What you produce should be every line from the data that includes "Boggy".

(Data entries)
[Start of Attachment]
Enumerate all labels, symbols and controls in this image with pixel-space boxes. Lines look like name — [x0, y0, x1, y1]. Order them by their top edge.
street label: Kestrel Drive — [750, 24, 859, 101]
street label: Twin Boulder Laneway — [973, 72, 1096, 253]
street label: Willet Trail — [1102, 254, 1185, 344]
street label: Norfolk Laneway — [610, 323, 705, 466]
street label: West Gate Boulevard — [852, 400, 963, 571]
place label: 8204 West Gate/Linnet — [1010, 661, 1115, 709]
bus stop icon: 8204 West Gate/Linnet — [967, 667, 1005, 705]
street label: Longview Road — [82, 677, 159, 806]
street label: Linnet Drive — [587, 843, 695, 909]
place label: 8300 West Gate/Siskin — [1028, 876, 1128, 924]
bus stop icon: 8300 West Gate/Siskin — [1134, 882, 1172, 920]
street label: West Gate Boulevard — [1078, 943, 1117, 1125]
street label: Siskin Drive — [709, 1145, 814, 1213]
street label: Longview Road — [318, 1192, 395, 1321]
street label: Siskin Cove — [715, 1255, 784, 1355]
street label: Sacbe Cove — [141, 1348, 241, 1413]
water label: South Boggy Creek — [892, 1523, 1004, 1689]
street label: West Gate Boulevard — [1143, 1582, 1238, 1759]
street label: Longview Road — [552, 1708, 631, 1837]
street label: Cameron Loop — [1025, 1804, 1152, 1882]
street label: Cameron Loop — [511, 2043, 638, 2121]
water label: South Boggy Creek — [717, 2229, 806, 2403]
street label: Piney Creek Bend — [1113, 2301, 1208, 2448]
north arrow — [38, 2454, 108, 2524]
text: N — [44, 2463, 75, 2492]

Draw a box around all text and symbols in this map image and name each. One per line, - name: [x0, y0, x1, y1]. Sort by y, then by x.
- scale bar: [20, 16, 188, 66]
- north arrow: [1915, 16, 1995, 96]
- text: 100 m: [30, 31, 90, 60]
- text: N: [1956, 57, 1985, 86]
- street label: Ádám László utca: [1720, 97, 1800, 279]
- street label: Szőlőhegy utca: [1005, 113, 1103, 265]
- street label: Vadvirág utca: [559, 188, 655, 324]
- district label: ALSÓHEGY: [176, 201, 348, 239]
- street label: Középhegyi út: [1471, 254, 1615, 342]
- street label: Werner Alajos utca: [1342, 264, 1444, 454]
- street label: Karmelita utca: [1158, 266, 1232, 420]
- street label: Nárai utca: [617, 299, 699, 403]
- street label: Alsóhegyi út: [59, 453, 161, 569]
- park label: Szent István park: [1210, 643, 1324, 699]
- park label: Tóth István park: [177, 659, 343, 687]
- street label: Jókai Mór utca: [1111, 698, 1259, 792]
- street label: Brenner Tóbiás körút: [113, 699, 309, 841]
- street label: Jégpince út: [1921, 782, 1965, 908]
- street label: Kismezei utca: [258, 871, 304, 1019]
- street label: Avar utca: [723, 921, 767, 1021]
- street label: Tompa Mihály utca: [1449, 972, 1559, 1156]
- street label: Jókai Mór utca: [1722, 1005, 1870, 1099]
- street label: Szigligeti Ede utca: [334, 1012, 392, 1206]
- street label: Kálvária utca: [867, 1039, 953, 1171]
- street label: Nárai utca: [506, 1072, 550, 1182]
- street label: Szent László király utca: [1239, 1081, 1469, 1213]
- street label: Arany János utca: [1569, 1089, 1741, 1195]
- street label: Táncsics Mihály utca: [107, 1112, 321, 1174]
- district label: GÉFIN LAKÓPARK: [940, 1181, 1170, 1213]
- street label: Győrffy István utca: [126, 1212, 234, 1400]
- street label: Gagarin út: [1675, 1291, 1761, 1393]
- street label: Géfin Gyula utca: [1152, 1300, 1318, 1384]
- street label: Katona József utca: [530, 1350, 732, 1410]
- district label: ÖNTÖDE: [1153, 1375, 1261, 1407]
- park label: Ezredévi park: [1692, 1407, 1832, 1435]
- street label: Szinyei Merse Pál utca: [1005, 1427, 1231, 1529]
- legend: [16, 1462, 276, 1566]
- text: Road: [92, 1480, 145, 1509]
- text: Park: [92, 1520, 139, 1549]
[End of Attachment]
Your response:
water label: South Boggy Creek — [892, 1523, 1004, 1689]
water label: South Boggy Creek — [717, 2229, 806, 2403]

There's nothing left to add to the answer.